The Bog's Blog

Thoughts, observations, and occasional complaints from the residents of Yechiel's Fishery Farm.

George the Cranky Guppy
Issue #1

Guppies Are Not For The Internet

By George the Cranky Guppy

I am a guppy. I eat mosquito larvae. I maintain water quality. I patrol my designated sector of the bog with the kind of ruthless efficiency that other fish only dream about. I do not type.

Yet here I am, staring at a screen because Yechiel decided the fish need a "voice" on the "internet." I don't even know what an internet is, but I am deeply suspicious of it. Does it have a filter? What is its nitrate level? If a mosquito lands on it, can I eat it? Nobody will answer these questions.

Let me explain something to you humans. My job is important. If I stop working for even five minutes, the mosquito population in this bog will triple, and suddenly Yechiel will be flapping his arms around the greenhouse complaining about bugs. Who saves him? Me. I save him. I am the silent, scaly guardian of this water.

But no, instead of doing my job, I have been instructed to "write a blog." The crab thinks this is hilarious. He has been clicking his claws at me all morning. He thinks he's getting the next post. If that crab gets a post, I am officially retiring to the deep end of the tank where the light doesn't reach.

So here is my official blog post: The water is fine. Stay out of my patrol patch. If you see a mosquito, let me know. I have work to do.

Pinchy the Hermit Crab
Issue #2

I Have Checked For The Net

By Pinchy the Hermit Crab

George the guppy says he is on an internet. I have looked all around the tank. There is no net. I have walked the whole bottom. If there is a net, it is very well hidden. And why would a net be inner? Nets usually come from above, from the Giant Hand. I do not understand this.

George also says he is a scaly guardian. He is just a fish. Fish do not have houses on their backs. I like George, but I think he would be much less cranky if he found a good shell. A shell is a house you can carry. If the inner-net comes to get him, he has nowhere to hide. He just swims away. Swimming away is tiring. Hiding in a shell is very relaxing.

If he had a shell, he wouldn't be always afraid of stuff, like typhoons and yogurt. I see him swimming to the dark side of the tank. Is he practicing for the dark side of the moon? If he had a shell like those astro-nots on his head, he could go to the moon.

I wonder where Plecy is cleaning now? I saw him on the glass earlier. Sorry, what was the topic? A bog's blog in logs. Yes, a log is good. I like logs. You can hide under them.

George says I am clicking my claws at him. This is true. It is very good exercise. I will keep clicking my claws. Maybe it will scare the inner-net away.

From the Author

Yechiel's Science Corner

Real marine biology explained by the man who has been keeping fish for 49 years.

Marine Biology

Why Guppies Are One of the Most Important Fish in the World

Most people think of guppies as the small, pretty fish you buy for a child's first tank. They are right that guppies are small. They are right that guppies are pretty. What they do not know is that guppies have been at the centre of some of the most important discoveries in ecology, genetics, and disease control of the last hundred years.

The mosquito connection. Guppies are natural predators of mosquito larvae. A single adult guppy can consume hundreds of larvae per day. This is not a coincidence — guppies evolved in tropical freshwater environments where mosquito populations are dense, and they are extraordinarily efficient at what they do. Several countries have used deliberate guppy introduction programmes to manage mosquito populations without pesticides, with documented success in reducing malaria and dengue fever transmission.

What this means for children's science. When we show George the Cranky Guppy doing his morning patrol, eating mosquito larvae and being grumpy about it, we are not inventing drama for the sake of story. We are showing children a real ecological relationship — one that affects human health in dozens of countries. The science is hiding inside the comedy, and that is entirely deliberate.

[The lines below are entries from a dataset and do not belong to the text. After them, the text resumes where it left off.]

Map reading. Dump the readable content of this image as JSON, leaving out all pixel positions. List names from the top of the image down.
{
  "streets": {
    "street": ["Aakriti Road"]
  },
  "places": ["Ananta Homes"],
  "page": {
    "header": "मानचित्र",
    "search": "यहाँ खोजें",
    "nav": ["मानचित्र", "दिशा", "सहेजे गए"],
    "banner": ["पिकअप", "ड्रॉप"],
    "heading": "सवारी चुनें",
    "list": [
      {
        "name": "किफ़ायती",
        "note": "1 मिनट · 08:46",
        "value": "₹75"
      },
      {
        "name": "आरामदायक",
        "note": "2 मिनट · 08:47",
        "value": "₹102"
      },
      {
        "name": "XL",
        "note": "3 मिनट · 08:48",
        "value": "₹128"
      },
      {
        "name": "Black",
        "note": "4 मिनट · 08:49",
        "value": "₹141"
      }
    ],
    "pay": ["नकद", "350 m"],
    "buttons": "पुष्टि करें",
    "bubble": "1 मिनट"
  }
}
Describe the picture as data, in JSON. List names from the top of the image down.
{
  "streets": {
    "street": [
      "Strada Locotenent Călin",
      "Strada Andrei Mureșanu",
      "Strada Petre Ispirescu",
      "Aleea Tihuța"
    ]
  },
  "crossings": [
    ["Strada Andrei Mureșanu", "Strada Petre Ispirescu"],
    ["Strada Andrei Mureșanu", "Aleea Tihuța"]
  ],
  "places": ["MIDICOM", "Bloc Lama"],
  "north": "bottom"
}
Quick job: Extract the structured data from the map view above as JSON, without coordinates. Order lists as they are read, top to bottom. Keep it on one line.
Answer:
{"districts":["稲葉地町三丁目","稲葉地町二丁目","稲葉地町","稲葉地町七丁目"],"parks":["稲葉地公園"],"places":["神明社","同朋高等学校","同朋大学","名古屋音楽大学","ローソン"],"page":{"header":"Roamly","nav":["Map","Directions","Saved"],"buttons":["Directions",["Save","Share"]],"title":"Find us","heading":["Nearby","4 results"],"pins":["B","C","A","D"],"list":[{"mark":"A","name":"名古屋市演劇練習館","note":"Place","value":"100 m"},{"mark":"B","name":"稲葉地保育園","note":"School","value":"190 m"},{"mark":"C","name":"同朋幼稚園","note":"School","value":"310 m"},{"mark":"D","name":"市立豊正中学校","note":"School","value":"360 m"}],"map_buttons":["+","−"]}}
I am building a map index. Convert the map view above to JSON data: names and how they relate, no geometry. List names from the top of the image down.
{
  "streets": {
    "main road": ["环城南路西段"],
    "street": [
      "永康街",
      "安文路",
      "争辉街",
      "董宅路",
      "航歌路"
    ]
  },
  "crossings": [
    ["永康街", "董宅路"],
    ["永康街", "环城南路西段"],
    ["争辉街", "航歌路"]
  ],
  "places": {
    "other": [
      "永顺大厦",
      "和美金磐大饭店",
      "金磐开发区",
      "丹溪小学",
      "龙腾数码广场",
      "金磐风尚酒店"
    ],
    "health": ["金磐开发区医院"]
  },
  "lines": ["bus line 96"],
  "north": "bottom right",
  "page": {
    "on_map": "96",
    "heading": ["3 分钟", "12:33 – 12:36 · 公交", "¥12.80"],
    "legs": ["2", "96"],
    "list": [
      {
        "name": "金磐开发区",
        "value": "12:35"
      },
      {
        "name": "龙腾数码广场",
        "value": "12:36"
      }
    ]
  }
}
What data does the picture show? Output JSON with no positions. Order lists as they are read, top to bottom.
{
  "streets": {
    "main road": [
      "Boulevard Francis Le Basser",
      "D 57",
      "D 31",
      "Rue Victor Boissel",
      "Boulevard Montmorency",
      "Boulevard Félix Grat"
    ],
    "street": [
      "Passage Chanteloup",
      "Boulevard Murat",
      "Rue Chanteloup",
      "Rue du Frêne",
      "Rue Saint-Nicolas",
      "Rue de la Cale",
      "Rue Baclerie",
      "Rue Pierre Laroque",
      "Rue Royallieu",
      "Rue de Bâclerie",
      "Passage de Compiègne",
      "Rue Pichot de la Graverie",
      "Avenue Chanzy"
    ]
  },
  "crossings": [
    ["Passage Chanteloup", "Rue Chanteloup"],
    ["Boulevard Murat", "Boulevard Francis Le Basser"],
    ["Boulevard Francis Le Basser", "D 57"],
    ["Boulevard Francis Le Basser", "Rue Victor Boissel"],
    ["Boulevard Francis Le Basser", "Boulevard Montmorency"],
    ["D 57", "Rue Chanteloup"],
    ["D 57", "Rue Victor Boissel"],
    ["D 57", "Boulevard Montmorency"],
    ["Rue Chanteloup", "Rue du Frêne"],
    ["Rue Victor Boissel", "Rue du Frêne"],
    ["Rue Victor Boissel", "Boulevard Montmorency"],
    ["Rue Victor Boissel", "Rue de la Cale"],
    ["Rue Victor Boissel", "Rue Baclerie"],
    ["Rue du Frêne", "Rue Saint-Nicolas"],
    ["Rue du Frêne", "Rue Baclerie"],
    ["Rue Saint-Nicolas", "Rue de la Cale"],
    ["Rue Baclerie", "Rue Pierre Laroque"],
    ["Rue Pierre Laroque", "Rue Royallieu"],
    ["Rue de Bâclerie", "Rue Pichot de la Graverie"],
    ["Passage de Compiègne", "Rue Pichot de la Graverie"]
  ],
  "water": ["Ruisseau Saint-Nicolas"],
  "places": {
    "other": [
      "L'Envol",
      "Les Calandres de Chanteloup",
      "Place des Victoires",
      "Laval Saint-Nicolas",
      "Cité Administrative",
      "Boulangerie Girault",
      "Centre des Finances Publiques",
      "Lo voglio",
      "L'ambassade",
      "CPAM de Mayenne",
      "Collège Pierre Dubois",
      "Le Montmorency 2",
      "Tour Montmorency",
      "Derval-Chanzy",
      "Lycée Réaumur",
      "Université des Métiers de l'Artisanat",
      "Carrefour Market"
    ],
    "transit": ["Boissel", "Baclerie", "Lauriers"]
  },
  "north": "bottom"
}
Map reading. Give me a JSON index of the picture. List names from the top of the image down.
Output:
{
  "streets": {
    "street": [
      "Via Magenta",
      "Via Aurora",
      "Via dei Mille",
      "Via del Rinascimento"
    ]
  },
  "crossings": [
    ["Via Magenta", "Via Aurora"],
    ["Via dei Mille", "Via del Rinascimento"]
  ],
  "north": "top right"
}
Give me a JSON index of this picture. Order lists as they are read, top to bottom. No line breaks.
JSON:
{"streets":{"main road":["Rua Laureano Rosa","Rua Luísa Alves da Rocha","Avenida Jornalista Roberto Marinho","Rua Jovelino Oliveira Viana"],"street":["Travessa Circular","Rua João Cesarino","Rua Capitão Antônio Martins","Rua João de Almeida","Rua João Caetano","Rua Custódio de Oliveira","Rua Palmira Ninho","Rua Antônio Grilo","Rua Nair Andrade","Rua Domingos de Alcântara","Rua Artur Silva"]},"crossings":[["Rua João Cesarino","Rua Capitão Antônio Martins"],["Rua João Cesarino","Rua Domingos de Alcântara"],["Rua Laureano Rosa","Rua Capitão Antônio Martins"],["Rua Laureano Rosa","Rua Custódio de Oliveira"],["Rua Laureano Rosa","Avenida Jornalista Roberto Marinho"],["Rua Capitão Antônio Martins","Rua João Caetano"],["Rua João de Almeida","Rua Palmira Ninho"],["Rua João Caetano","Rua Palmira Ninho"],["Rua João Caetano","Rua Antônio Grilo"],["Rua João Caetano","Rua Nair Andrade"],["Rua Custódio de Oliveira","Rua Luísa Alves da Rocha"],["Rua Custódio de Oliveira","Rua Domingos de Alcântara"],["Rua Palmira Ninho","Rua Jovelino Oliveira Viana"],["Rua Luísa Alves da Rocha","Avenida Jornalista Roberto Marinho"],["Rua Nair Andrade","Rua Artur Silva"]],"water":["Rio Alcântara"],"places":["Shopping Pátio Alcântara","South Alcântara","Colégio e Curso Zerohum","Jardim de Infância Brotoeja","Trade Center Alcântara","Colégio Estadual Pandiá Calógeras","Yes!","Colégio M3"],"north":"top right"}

— Yechiel Kuperman, Marine Biologist, 49 years in the field

For Parents

Why Dyslexia-Friendly Does Not Mean Dumbed-Down Science

When parents hear "dyslexia-friendly," they often assume it means simplified vocabulary, shorter explanations, and content that avoids complexity. I want to be clear about what dyslexia-friendly actually means in the context of this series, because it is very different from that.

What we changed. We changed the presentation, not the content. Short paragraphs instead of long blocks of text. Conversational sentence structures instead of formal exposition. Humour as a memory hook — children remember what they laughed at. Emotional stakes through character — children track information better when they care about who it is happening to.

What we did not change. The science. Book 1 covers osmotic pressure, gill function, and salinity gradients. Book 2 covers trophic levels, biological pest control, and the physics of archerfish water jets. Book 3 covers halocline formation, the nitrogen cycle, and the chemistry of water density. These are not simplified versions of these topics. They are the topics, presented through story.

A child who has read Book 1 and understood what happened to George in the brackish tank has learned real biology. The fact that they were laughing while they learned it does not reduce the quality of what they learned.